• **What the task asks**:
Search the records for the word "above". Copy every line where it appears.

• **Records to use**:
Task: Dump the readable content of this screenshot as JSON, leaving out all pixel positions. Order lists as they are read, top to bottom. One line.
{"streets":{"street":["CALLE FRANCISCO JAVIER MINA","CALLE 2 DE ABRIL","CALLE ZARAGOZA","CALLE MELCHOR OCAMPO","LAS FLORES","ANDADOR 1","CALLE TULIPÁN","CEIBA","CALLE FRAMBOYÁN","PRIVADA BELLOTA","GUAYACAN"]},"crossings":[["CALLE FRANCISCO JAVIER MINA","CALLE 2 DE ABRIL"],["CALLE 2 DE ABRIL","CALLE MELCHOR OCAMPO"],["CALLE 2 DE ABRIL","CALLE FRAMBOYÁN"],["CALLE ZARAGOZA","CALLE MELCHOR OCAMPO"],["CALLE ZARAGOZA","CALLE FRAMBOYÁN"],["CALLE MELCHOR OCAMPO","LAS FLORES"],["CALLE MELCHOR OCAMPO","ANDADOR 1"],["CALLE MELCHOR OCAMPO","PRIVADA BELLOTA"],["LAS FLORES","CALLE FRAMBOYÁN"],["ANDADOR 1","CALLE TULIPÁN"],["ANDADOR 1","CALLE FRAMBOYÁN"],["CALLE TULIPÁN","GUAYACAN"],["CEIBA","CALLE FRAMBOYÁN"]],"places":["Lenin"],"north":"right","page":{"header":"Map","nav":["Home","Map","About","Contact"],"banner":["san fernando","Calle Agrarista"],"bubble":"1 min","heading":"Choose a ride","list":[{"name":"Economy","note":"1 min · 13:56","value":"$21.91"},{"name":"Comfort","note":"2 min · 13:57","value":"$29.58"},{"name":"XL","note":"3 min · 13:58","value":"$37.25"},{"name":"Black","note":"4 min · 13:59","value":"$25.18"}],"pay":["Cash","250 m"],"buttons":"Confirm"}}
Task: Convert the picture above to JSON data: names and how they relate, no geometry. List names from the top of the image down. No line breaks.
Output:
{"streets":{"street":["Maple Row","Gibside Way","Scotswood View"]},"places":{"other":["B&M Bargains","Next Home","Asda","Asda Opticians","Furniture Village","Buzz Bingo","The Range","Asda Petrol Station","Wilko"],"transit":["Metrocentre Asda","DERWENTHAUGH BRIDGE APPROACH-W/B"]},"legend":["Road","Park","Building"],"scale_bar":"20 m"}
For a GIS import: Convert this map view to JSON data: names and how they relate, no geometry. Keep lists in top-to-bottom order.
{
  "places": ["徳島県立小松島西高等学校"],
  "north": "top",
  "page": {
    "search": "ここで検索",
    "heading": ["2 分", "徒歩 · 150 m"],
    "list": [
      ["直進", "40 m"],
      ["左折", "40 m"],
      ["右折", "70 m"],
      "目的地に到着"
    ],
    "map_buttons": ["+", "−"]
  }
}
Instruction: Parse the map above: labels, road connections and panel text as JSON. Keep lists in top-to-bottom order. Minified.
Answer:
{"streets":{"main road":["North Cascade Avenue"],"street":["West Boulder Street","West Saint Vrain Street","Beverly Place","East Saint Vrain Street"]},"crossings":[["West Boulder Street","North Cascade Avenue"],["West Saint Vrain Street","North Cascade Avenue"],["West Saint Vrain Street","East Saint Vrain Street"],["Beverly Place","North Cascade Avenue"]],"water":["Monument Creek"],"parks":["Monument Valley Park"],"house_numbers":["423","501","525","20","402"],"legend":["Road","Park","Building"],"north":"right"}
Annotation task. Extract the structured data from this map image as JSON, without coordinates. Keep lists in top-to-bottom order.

• **Solution for this exercise**:
Task: Convert the picture above to JSON data: names and how they relate, no geometry. List names from the top of the image down. No line breaks.
Instruction: Parse the map above: labels, road connections and panel text as JSON. Keep lists in top-to-bottom order. Minified.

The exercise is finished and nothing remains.